8. Pourquoi ce parti-pris des journaux intimes et des correspondances. Cela manquait tant à notre histoire littéraire ?

Tout simplement parce que j’aime lire des journaux intimes, des autobiographies littéraires, des correspondances et des mémoires, et que je n’arrive à lire que très peu de romans. Quant à savoir si ce domaine manquait à l’histoire éditoriale (plus qu’à l’histoire littéraire), je crois que l’on peut réponde par l’affirmative : les autres éditeurs, il leur arrive bien sûr de publier des autobiographies littéraires, des correspondances, etc., mais c’est, à part pour Gallimard et Fayard, presque des accidents de parcours, une production d’une périodicité très aléatoire. Il faut dire aussi, et peut-être d’abord, qu’éditer ce genre de livres proprement est terriblement difficile et que cela est un peu décourageant.

9. Quelle drôle d’idée d’avoir ressuscité Ferdinand Bac ?

Ferdinand Bac est un personnage très atypique, qui a toute sa vie cultivée une forme de décalage par rapport à sa propre histoire ; je trouve cela à la fois digne et courageux. Sans compter que c’est un mémorialiste-diariste au style impeccable, aux idées fermes, au caractère imprévisible. Et puis son Journal me semble apporter un très utile témoignage - fin, distancié et féru d’exactitude - sur la fin d’une époque, l’aristocratie européenne d’avant la Grande Guerre.

10. La rareté et les tirages limités d’un livre sont un gage de sa valeur future.. vous travaillez pour l’histoire et pour le plaisir raffiné d’une petite élite.. qui sont vos lecteurs ?

Je ne crois pas que la rareté et les petits tirages soient garants de la qualité. Ceci dit, je ne pense pas le contraire. Cependant, je préférerais ne pas travailler pour cette "petite élite" dont vous parlez, qui va, au fil des années et des enterrements, en s’amenuisant bien que je constate, au contraire que le groupe de ces lecteurs-là s’agrandit à chaque nouvelle parutionŠ. Mais je dois reconnaître que mon lectorat est érudit, lettré, plutôt argenté et plutôt assez âgé. Mais c’est un public néanmoins très actif, qui m’écrit, commente, demande des renseignements, veut être mis en relation avec d’autres amateurs, se soucie de la vie des livres, me suggère des manuscrits à aller voir, etc.

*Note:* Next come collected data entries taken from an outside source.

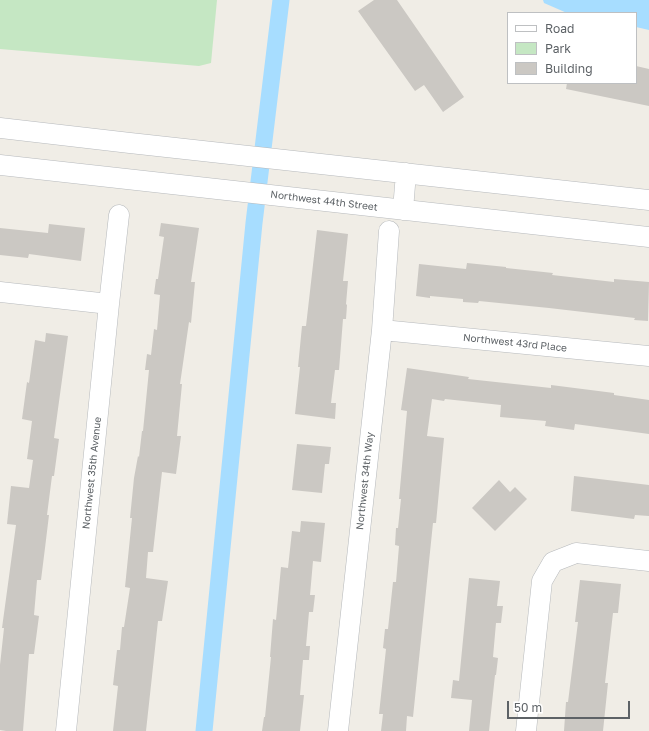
<!DOCTYPE html>
<html>
<head>
<meta charset="utf-8">
<style>
	body { margin:0 }
	#map { position:relative; width:649px; height:731px; overflow:hidden; background:#f0ede6; font-family:"Golos Text",sans-serif }
	canvas { display:block }
	.legend { position:absolute; left:507px; top:12px; width:130px; height:72px; box-sizing:border-box; background:#fff; border:1px solid #bec0c2; margin:0; padding:5px 7px; list-style:none; font-size:12px; color:#5d6266 }
	.legend li { display:flex; align-items:center; gap:8px; height:20px }
	.legend b { width:20px; border:1px solid #bec0c2 }
	.scale { position:absolute; left:507px; top:701px; width:123px; height:18px; box-sizing:border-box; border:2px solid #5d6266; border-top:0; padding-left:5px; font-size:12px; line-height:14px; white-space:nowrap; color:#5d6266; -webkit-text-stroke:3px #fff; paint-order:stroke }
</style>
</head>
<body>
<div id="map">
<canvas width="649" height="731"></canvas>
<ul class="legend">
<li><b style="height:5px;background:#fff"></b>Road</li>
<li><b style="height:11px;background:#c5e7c3"></b>Park</li>
<li><b style="height:11px;background:#cbc8c3"></b>Building</li>
</ul>
<div class="scale">50 m</div>
</div>
<script>
const g = document.querySelector('canvas').getContext('2d');
g.lineJoin = 'round';
function paint(path, color) { g.fillStyle = color; g.fill(path, 'evenodd'); }
const toPath = rows => new Path2D(rows.map(r => 'M' + r).join(''));
function strokePath(path, color, width, dash) { g.strokeStyle = color; g.lineWidth = width; g.lineCap = dash ? 'butt' : 'round'; g.setLineDash(dash || []); g.stroke(path); }
function drawText(font, color, halo, rows, align = 'center') {
  g.font = font + ' "Golos Text",sans-serif'; g.lineWidth = 3; g.setLineDash([]); g.textBaseline = 'middle'; g.strokeStyle = halo; g.fillStyle = color; for (const [text, x, y, turn = 0] of rows) {
    g.save(); g.translate(x, y); g.rotate((+turn || 0) * Math.PI / 180); g.textAlign = isNaN(turn) ? turn : align; if (halo) g.strokeText(text, 0, 0); g.fillText(text, 0, 0); g.restore();
  }
}
paint(toPath([
	[0,0,217,0,211,63,199,66,0,49]
]), '#c5e7c3');
paint(toPath([
	[543,0,649,0,649,30,636,27,636,13,567,13,544,3]
]), '#a7ddff');
strokePath(toPath([
	[204,731,254,223,281,0]
]), '#a7ddff', 17);
paint(toPath([
	[374,0,397,0,464,97,443,112,424,85,415,91,358,11],
	[636,66,649,69,649,106,566,89,567,83,636,83],
	[161,223,199,228,191,282,195,282,191,323,189,322,180,384,182,384,177,436,181,436,176,474,162,472,153,552,148,552,146,578,168,581,162,621,158,621,146,731,113,731,118,686,113,685,117,650,120,650,122,627,124,627,130,588,125,587,132,518,130,518,134,478,138,456,139,457,142,431,143,431,149,370,145,370,147,354,151,355,154,329,157,330,160,295,154,294,156,279,158,279,164,237,159,236],
	[49,224,85,228,81,261,29,254,28,258,0,255,0,228,48,233],
	[317,230,348,234,343,281,348,281,346,304,347,305,346,319,343,319,339,370,335,370,331,403,336,403,335,419,295,414,300,367,298,367,302,326,306,326],
	[467,263,506,267,506,268,553,273,552,275,614,282,614,279,649,282,648,321,634,320,635,318,549,308,479,301,478,303,463,302,463,299,430,296,430,298,416,296,419,264,466,269],
	[46,333,68,336,54,438,59,439,54,476,52,476,47,515,49,515,45,548,41,580,37,580,34,615,39,616,34,654,29,654,23,731,6,731,0,730,0,665,4,628,2,628,16,525,7,524,11,486,29,488,33,460,27,459,32,421,22,419,27,382,29,383,35,340,45,342],
	[407,368,469,377,468,379,551,388,551,385,614,393,614,395,649,400,649,434,575,424,574,430,545,426,546,421,500,417,501,405,445,399,444,401,432,399,427,436,444,438,436,523,433,523,413,717,407,716,406,731,381,731,383,714,379,714,386,649,383,648,385,629,388,629,393,582,396,582,399,546,395,545,396,528,398,528,401,499,399,499,407,411,401,410],
	[297,444,331,447,329,464,325,464,322,493,292,490],
	[574,476,649,485,649,516,635,515,634,519,571,511],
	[499,480,510,492,515,487,527,499,495,531,472,508],
	[301,521,325,523,321,562,313,561,310,595,315,595,313,612,309,612,306,646,310,646,309,660,303,660,300,695,304,695,300,731,262,731,264,717,265,717,271,657,270,657,273,619,276,620,281,567,288,568,292,531,300,532],
	[469,578,500,581,497,606,503,606,501,623,496,623,493,657,498,658,496,675,495,675,489,731,469,731,472,700,451,698,453,680,459,681],
	[580,580,621,584,618,613,613,613,605,683,608,683,603,731,564,731,566,702,568,702,578,622,575,622]
]), '#cbc8c3');
const minor = toPath([
	[0,128,130,143,649,200],
	[0,165,649,237],
	[403,210,406,173],
	[0,292,109,304],
	[382,330,649,356],
	[66,731,109,304,119,215],
	[338,731,382,330,389,231],
	[526,731,542,581,553,562,576,553,649,561]
]);
strokePath(minor, '#b6b9bc', 21);
strokePath(minor, '#fff', 20);
drawText('10px', '#5d6266', '#fff', [
	["Northwest 44th Street",324,201,7],
	["Northwest 43rd Place",515,343,6],
	["Northwest 35th Avenue",92,473,-84],
	["Northwest 34th Way",365,481,-84]
]);
</script>
</body>
</html>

11. J’ai une préférence pour la correspondance entre Jean Paulhan et Michel Leiris, ai-je du goût ?

C’est votre goût. C’est à vous de le défendre.

12. Est-ce que des maisons d’édition comme la vôtre ont de l’avenir...
Y’aura t’il toujours un public d’amoureux des beaux livres ?

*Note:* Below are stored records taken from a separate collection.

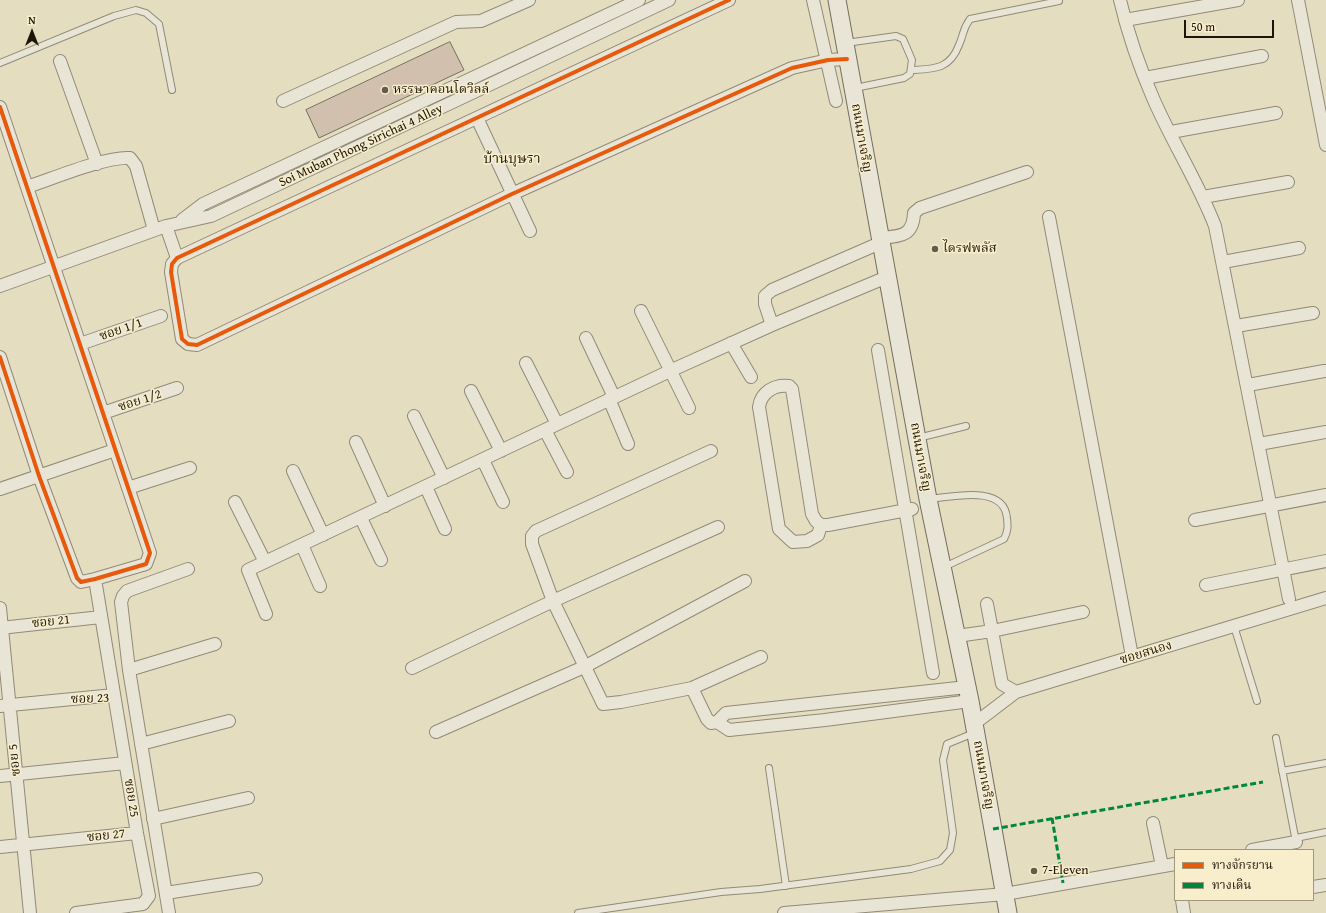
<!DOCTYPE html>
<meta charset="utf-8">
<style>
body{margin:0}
#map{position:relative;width:1326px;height:913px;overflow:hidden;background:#e5ddc0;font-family:"Gentium Book Plus","Noto Serif Thai",serif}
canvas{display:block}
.legend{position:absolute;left:1174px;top:849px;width:140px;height:52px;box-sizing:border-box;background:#f8eecc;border:1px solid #a1977e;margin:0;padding:5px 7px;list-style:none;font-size:12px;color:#1e150a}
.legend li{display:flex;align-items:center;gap:8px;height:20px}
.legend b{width:20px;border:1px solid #a1977e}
.north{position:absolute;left:12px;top:12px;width:40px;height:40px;-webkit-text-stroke:3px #f8eecc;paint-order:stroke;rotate:0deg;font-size:11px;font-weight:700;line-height:16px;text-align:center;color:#1e150a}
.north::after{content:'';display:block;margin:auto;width:14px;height:18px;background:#1e150a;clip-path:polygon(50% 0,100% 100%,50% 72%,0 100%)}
.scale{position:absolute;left:1184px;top:20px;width:90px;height:18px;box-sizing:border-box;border:2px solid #1e150a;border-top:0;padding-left:5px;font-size:12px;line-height:14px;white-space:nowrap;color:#1e150a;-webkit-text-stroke:3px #f8eecc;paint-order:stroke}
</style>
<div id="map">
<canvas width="1326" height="913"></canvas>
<ul class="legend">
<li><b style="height:5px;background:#e8590c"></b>ทางจักรยาน</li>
<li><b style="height:5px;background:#00873e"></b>ทางเดิน</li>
</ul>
<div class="north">N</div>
<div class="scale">50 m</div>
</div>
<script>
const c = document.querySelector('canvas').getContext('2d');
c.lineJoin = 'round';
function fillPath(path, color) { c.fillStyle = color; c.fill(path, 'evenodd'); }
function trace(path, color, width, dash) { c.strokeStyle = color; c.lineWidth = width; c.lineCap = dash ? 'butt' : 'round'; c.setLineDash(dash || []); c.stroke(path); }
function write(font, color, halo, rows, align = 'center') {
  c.font = font + ' "Gentium Book Plus","Noto Serif Thai",serif'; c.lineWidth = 3; c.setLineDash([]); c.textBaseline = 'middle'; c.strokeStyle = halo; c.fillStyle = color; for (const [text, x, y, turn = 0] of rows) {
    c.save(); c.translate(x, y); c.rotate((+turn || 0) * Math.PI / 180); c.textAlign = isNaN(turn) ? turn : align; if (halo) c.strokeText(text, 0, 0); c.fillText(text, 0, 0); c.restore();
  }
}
const building = new Path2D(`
 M450 42 464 70 319 138 306 110Z`);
fillPath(building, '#d1c0ad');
trace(building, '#746e5f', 1);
const service = new Path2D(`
 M846 43 896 36 903 39 912 60 910 74 904 78 855 88
 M0 63 114 16 136 10 146 13 159 24 172 90
 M912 70C935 69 950 69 959 45 964 34 962 30 970 19L1059 1
 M918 438 966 426
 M929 499C952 497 1004 484 1007 518 1008 527 1008 531 1004 539L944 567
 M1234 626 1257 701
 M1276 738 1296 842
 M769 768 786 886
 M1282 771 1326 763
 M1296 838 1326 832
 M578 913 721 892 760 889 911 869 940 861 950 850 953 833 943 760 947 744 974 733`);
const minor = new Path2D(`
 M729 0 177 258 172 264 171 272 182 339 188 344 197 345 512 194 792 68 828 60 847 59
 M813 0 836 101
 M1120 0C1128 34 1139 66 1153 98 1172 142 1198 182 1215 226L1289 599
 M1298 0 1326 145
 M1125 20 1238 0
 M60 61 97 164
 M1145 78 1262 56
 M283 101 456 22 481 21 529 0
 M0 107 150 553 146 564 95 579 81 582 77 578 39 476 0 357
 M477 118 530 231
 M1171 132 1276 113
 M27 187C52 179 106 156 130 158L136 166 154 230
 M1203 197 1288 182
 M1049 217 1132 656
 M182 220 203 204 639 0
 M166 226 177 258
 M880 238C900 236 913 237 914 213L920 208 1027 172
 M1223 262 1299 248
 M0 286 166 226 211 216 669 0
 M641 311 689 408
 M772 325 765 304V296L772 290 880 243
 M1236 326 1313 313
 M586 338 614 397
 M731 343 751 377
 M80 344 161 316
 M878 350 933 673
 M526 363 557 424
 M1248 385 1324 371
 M471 391 501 451
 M609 399 628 444
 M103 413 177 388
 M414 416 444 478
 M545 430 567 472
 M356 442 385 506
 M1259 444 1326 432
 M711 451 536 531 532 536V544L553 601 603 704 621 702 692 688 761 657
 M483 460 503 502
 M293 471 323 535
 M426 487 445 529
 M128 488 190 468
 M0 489 115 450
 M235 502 265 562
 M361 518 381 560
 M1195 520 1326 495
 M821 525 818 535 807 541 793 542 779 529 759 407C761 392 775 384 789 386L792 389 812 514 816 521 821 525H828L912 509
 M302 545 320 586
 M1206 585 1326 561
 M987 604 1002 684 1016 692
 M0 608 30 913
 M266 614 248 570 672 370 772 325 887 277
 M0 628 101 617
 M957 636 992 631 1083 612
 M412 668 553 601 718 527
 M129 670 215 644
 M692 688 707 719 711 723 717 722 726 713 967 687
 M0 706 114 695
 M717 722 729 730 825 720 970 701
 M974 724 1016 692 1326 598
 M436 732 584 667 745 581
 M141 744 229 721
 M0 776 125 763
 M153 819 248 798
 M1153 823 1162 866
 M0 847 137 833
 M1252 850 1296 842
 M1313 887 1326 885
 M166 893 256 879
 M1182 900 1184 913
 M76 913 143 904 149 896 137 833 95 579
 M169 913 129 670 121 602 123 596 127 591 188 569
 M784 913 1005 894 1175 864`);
const secondary = new Path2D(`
 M837 0 928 499 970 701 1008 913`);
trace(service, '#908a78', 8);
trace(minor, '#908a78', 14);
trace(secondary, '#746e5f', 19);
trace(service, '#e9e5d6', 6);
trace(minor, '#e9e5d6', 12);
trace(secondary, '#e9e5d6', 17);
trace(new Path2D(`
 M1052 818 1063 883
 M993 829 1263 782`), '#00873e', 3, [6, 3]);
trace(new Path2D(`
 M729 0 177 258 172 264 171 272 182 339 188 344 197 345 512 194 792 68 828 60 847 59
 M0 107 150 553 146 564 95 579 81 582 77 578 39 476 0 357`), '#e8590c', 4);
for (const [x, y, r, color] of [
 [385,90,4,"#645b4a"],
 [935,249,4,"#645b4a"],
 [1034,871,4,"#645b4a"]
]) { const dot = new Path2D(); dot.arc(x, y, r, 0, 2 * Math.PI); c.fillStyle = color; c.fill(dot); trace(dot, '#f8eecc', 1.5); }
write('13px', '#1e150a', '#f8eecc', [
 ["หรรษาคอนโดวิลล์",393,90],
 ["ไดรฟพลัส",943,249],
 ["7-Eleven",1042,871]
], 'left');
write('13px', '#1e150a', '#f8eecc', [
 ["ถนนมาเจริญ",861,138,80],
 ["Soi Muban Phong Sirichai 4 Alley",361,146,-25],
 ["ซอย 1/1",121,330,-19],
 ["ซอย 1/2",140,401,-18],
 ["ถนนมาเจริญ",920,457,80],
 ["ซอย 21",51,622,-6],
 ["ซอยสนอง",1146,653,-17],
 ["ซอย 23",90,699,-2],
 ["ซอย 5",15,760,-96],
 ["ถนนมาเจริญ",983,775,80],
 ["ซอย 25",131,798,81],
 ["ซอย 27",106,836,-6]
]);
write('14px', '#1e150a', '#f8eecc', [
 ["บ้านบุษรา",512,159]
]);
</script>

Oui, je crois qu’elles ont un avenir, mais fondé sur une incohérence économique, ou un archaïsme économique si vous préférez : tant que je travaille seule et ne paie que les matières premières et le travail de l’imprimeur (je ne me salarie pas, je ne donne pas d’à-valoir aux auteurs de l’appareil critique, ni aux ayants-droit, pour simplifier), j’arrive à peu près à rembourser le coût de fabrication de l’ouvrage. Donc, tout cela peut tout à fait continuer, à ce prix-là si j’ose dire. Encore faut-il y trouver son compte (intellectuel ou moral.)

13. Vous vous dites lente... c’est pourtant une belle qualité dans votre métier, celui d’ exhumer des archives, des documents rares. Il faut du temps et de la rigueur pour ces belles choses...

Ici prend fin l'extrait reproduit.